In late January 2006, we sold PNC Bank Corporation for a profit of 18.5%. We also collected a 3.6 % dividend in the 13 months we owned PNC, giving us a 22% overall yield on our investment. We originally bought relatively small positions in PNC and U.S. Bank Corporation (USB) as weak dollar hedges, since they were both undervalued, compared with most other large banks in the U.S. Based on our reading, the thought was that they would make attractive acquisition targets for European banks with a surplus of strong Euros. With the U.S. dollar strengthening in 2005, our hedge strategy became irrelevant, but PNC had good results and the stock responded, making it somewhat overvalued, so we took our profit. We still own USB, which is slightly above our basis and continues to pay us a 4.5% dividend (as good as a 10 year government bond). We may decide to sell USB, as well, when we see a better investment opportunity for the funds.

In mid-December 2005, we sold Briggs & Stratton Corporation (BGG) for a small (.6%) profit. The stock had performed poorly since we bought it last February, and at one point had lost about 20 % of its value. In late October, we talked with the company’s CFO, with a thought toward exercising our long-standing stop-loss policy. After that conversation, we suspected that the company might report a good quarter, based on generator sales after the hurricanes, plus a pricing initiative they had undertaken for 2006 lawn and garden sales. Apparently a few other folks in the market thought so too, because the stock literally rocketed up in December. On the old theory of not looking a gift horse in the mouth, we sold BGG and reclaimed our capital investment. In January, BGG reported a disappointing quarter and the stock has subsequently gone back down.

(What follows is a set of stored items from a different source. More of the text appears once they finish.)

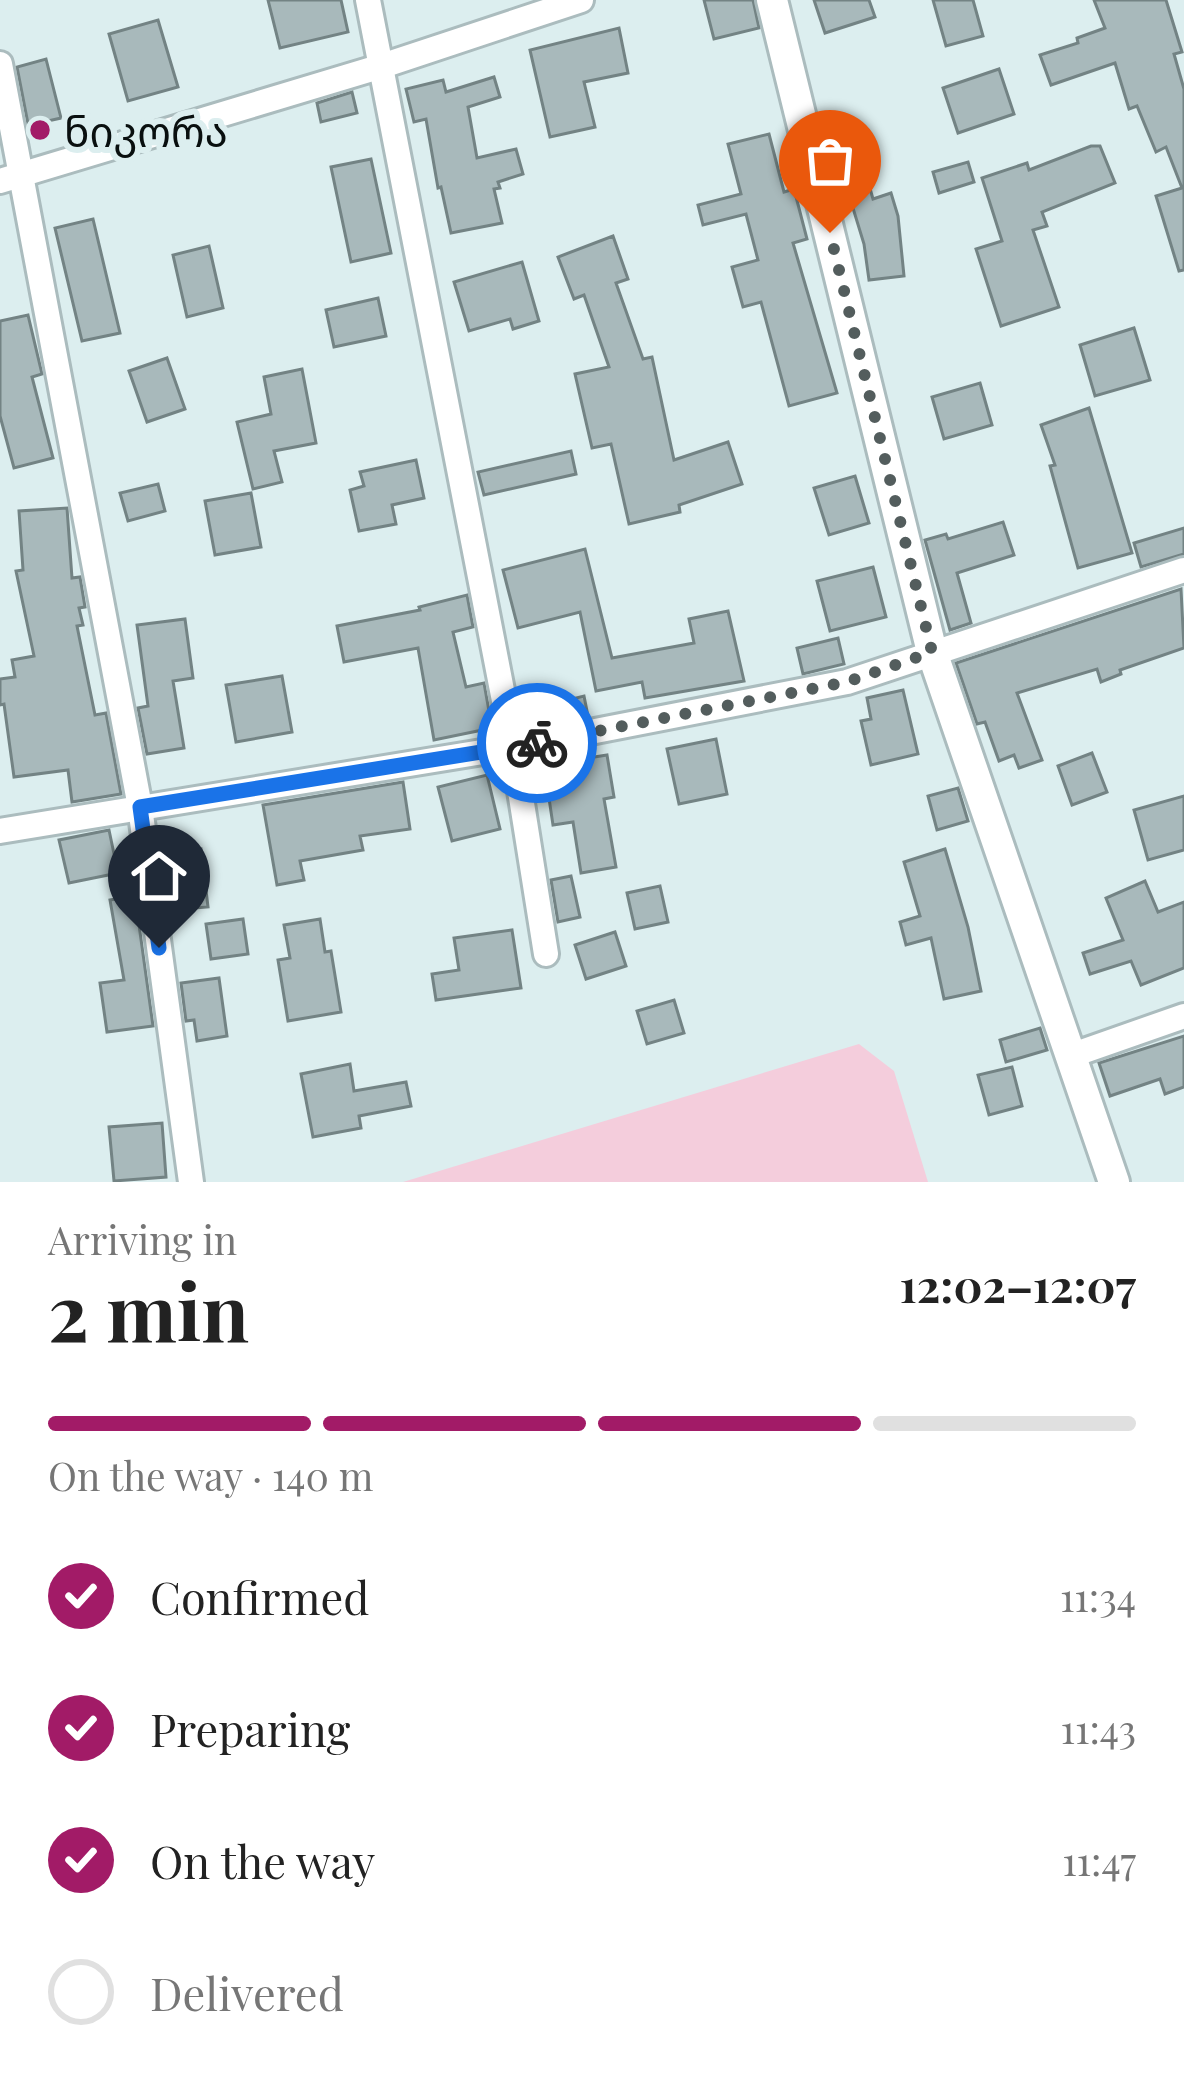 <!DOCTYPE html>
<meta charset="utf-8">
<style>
body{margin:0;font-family:"Playfair Display","Noto Sans Georgian",serif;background:#f2f2f2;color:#222;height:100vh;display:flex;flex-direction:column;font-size:45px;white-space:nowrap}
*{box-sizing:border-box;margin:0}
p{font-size:39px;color:#767676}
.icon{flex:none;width:66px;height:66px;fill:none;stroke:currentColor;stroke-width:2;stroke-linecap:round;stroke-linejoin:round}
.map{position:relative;height:1182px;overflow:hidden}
.side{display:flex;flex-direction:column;background:#fff;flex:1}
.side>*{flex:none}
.pin{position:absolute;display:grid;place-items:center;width:102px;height:102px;color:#fff;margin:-123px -51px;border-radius:50% 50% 50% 0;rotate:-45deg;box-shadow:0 0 12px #0007}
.pin .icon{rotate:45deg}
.courier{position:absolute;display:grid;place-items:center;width:120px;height:120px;margin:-60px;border:9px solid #1a73e8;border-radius:50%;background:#fff;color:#222;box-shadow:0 3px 15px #0007}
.head em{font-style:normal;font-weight:700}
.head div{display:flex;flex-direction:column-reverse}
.head{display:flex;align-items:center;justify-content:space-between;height:204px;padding:0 48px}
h1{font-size:78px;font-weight:700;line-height:90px}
.bar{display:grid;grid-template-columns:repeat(4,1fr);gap:18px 12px;align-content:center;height:144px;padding:0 48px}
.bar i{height:15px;border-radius:9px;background:#e0e0e0}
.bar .selected{background:#a21b67}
.bar p{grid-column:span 4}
ol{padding:0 48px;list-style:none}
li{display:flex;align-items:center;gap:36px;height:132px}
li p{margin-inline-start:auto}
li .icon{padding:12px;border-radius:50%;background:#a21b67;color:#fff;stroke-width:4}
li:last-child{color:#767676}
li i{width:66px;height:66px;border:6px solid #e0e0e0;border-radius:50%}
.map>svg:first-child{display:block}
.green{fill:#f4cddc}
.building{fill:#a8b9bb;stroke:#738384;stroke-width:3}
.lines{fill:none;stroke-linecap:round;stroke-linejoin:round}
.minor-casing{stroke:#abbcbe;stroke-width:30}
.tertiary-casing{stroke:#abbcbe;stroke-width:36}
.minor{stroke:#fff;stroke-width:24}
.tertiary{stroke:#fff;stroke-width:30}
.done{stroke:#535d5d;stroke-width:12;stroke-dasharray:0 21.6}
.route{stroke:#1a73e8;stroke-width:15}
.poi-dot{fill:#a21b67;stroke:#dceeef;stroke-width:4.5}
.labels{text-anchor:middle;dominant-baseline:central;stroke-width:12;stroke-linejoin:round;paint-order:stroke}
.poi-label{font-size:42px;fill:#090f0f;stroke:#dceeef;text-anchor:start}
</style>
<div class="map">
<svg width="1184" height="1182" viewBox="0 0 1184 1182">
<rect width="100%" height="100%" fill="#dceeef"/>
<polygon class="green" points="859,1044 894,1071 928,1182 403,1182"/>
<g class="building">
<polygon points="268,0 341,0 348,32 280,48"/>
<polygon points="704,0 753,0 759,28 714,39"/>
<polygon points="814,0 869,0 875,17 825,33"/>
<polygon points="933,0 973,0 983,36 946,46"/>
<polygon points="1094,0 1166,0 1182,52 1174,54 1184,89 1184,270 1179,271 1156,196 1182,188 1166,147 1156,152 1137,106 1129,109 1115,63 1051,85 1040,55 1078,43 1077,38 1105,28"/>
<polygon points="158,20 178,87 128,101 109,34"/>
<polygon points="619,28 628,73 584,82 595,127 550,137 530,50"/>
<polygon points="46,59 61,118 43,122 45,129 30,134 17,67"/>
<polygon points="999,69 1014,114 958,133 943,88"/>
<polygon points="494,77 500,97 468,107 477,158 516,149 523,174 498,182 500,188 494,189 502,223 451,233 441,187 438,188 426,119 414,122 406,89 443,80 446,92"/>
<polygon points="352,92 357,113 321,122 317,103"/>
<polygon points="769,134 784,192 794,189 807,239 793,243 837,393 789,406 761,302 743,307 732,267 758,260 746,214 703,225 698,205 741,194 728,144"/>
<polygon points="856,139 873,199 891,193 898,216 904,276 869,280 864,244 834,146"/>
<polygon points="1091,146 1100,146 1115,183 1042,212 1047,226 1033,230 1059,307 1001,326 976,249 1002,241 982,178 1027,163 1029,170"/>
<polygon points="371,159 391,253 351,262 331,167"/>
<polygon points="968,162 974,182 939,193 933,172"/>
<polygon points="93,219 120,333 82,341 55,228"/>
<polygon points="613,236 628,279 616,283 643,359 652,357 674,460 728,442 742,484 679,505 680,512 629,524 611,444 592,448 575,374 609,367 584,295 574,299 558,257"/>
<polygon points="209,246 223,308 187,317 173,255"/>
<polygon points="522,262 539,321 513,329 510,319 469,331 454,282"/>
<polygon points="378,298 386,336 334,347 326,310"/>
<polygon points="28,315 42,374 32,377 53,458 14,468 0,416 0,321"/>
<polygon points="1134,328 1150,380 1095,396 1080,345"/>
<polygon points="167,358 185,409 147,422 129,371"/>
<polygon points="302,369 316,443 274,451 282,482 253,489 237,422 271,414 264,377"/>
<polygon points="980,383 992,425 944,439 932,397"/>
<polygon points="1089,408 1132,553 1078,568 1050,466 1055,465 1041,425"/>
<polygon points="571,451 576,474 484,495 478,472"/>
<polygon points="416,460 424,498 392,505 396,524 359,531 350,490 364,486 360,472"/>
<polygon points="855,476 869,523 829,535 814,488"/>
<polygon points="158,484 165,511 128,521 120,493"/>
<polygon points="251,493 261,547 215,555 205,501"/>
<polygon points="67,508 72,578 80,577 85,607 79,608 83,625 77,626 95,715 106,713 121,794 72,802 68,770 14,777 4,704 0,705 0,679 15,677 12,660 34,656 16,571 23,570 19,511"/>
<polygon points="1003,522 1014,555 957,573 971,623 950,630 925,540 946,534 948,539"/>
<polygon points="1184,528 1184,554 1141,567 1134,543"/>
<polygon points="585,549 612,658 694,643 689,619 728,611 744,681 645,698 642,682 596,691 580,612 518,628 503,570"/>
<polygon points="873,567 886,617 830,631 817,581"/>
<polygon points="1181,589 1184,648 1120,670 1121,674 1101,682 1097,669 1017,693 1042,760 1019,768 1014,755 999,761 985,722 977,724 956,663"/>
<polygon points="467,595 473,627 453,632 466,687 484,683 492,728 434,740 418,648 344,662 337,626 420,610 419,607"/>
<polygon points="185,619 193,678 173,681 184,748 147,754 138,708 148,706 137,625"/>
<polygon points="838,638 844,664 803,674 797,648"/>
<polygon points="282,676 292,732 236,742 226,685"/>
<polygon points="903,690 918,754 871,765 861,721 871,719 867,698"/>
<polygon points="584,696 588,716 527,727 523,711"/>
<polygon points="716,739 727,794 679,804 667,749"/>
<polygon points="1092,753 1107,792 1072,805 1058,766"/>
<polygon points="607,755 614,797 604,799 616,867 581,873 573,822 553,825 544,765"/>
<polygon points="487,775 500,829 452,841 438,787"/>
<polygon points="403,782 410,829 360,836 363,850 300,861 304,880 277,885 263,805"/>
<polygon points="958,788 968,821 937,830 928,796"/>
<polygon points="1184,796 1184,850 1148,860 1134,810"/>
<polygon points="109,830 118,873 69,883 59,840"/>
<polygon points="201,849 208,907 171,910 168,891 179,889 172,854"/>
<polygon points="945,849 968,927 981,991 944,999 931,938 906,945 900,922 920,916 904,862"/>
<polygon points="571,876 580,917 558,922 551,880"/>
<polygon points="1145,881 1158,912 1184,902 1184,968 1141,985 1131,961 1090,974 1083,953 1123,940 1106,898"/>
<polygon points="660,886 668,922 635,929 627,893"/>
<polygon points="132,896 135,896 153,1026 107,1032 100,983 124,980 110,900"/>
<polygon points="243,919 248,954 211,959 206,924"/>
<polygon points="320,919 325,952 331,951 341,1012 288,1021 278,960 290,958 284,925"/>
<polygon points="512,930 521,988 436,1000 432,974 459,970 454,938"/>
<polygon points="615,932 626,966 586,979 575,945"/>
<polygon points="219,978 227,1036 197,1041 194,1020 186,1021 181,983"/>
<polygon points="674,1000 684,1033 647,1044 637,1011"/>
<polygon points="1040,1028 1047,1050 1006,1062 1000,1040"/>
<polygon points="1184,1036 1184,1087 1165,1094 1160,1079 1110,1096 1099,1063"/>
<polygon points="350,1064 354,1091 406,1082 411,1106 359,1116 361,1128 313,1137 301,1074"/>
<polygon points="1012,1067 1022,1106 989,1115 978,1075"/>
<polygon points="162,1123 166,1177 114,1181 109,1127"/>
</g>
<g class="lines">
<g class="minor-casing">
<g id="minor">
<polyline points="368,0 513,747 546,954"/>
<polyline points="0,64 140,807 191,1182"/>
<polyline points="0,181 382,66 581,0"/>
<polyline points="0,831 513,747 847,682 1184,570"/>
<polyline points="1070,1056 1184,1016"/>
</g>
</g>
<g class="tertiary-casing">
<polyline id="tertiary" points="772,0 932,652 1114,1182"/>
</g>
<use href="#minor" class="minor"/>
<use href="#tertiary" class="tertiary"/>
</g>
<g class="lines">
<polyline class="done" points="537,743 847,682 932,652 830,233"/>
<polyline class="route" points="159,948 140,807 537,743"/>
</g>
<circle class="poi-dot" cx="40" cy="130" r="12"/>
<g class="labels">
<g class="poi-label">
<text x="64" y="130">ნიკორა</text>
</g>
</g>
</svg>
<div class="pin" style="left:830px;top:233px;background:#ea580c"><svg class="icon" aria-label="bag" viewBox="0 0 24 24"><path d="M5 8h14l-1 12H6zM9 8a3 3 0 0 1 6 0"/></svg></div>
<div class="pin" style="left:159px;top:948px;background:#1f2937"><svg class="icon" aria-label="home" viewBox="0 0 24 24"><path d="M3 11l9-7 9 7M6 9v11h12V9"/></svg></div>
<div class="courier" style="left:537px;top:743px"><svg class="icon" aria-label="bike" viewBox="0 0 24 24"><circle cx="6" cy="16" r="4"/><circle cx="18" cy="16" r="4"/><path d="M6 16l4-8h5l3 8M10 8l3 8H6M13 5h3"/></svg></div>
</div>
<section class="side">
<div class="head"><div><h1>2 min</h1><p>Arriving in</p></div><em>12:02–12:07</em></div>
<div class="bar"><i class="selected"></i><i class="selected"></i><i class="selected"></i><i></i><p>On the way · 140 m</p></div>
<ol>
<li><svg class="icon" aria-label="check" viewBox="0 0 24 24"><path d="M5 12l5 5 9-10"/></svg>Confirmed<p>11:34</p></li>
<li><svg class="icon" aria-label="check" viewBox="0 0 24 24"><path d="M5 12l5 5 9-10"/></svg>Preparing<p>11:43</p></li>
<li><svg class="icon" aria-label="check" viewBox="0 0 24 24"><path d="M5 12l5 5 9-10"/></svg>On the way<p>11:47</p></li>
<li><i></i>Delivered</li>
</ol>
</section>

In late October 2005, we sold Techne Corporation (TECH) for a profit of 54 %. While we still really like this little-known Minneapolis biotech raw-materials supplier (and know them very well), our analysis indicated that it had reached a valuation we felt was unsustainable. We believe we will have a chance to own it again when its valuation is more in line.

In late September, we sold Conagra Inc. (CAG) at a small (3%) loss. Unfortunately, we had seen a nice profit in the stock erode on the basis of disappointing results, and decided that things might get worse before they got better (we were right). Fortunately, we had collected an annual 4.6 % dividend on the stock over the two years we owned it resulting in an overall 2 year total return just over 6%.

Most of our remaining portfolio is doing quite well, with a few exceptions such as Dell, Wal-Mart and Gap, which all should recover in time. We are holding a little more cash than normal, because of our recent profit-taking, but we are also looking at a few companies we would like to own at the right prices. In the meantime, money market yields have improved considerably and we can afford to wait. In that regard, it still seems likely to us that bond yields should move higher over the next year or so. If and when those yields become as attractive as overall market expectations, we may want to hold a few bonds.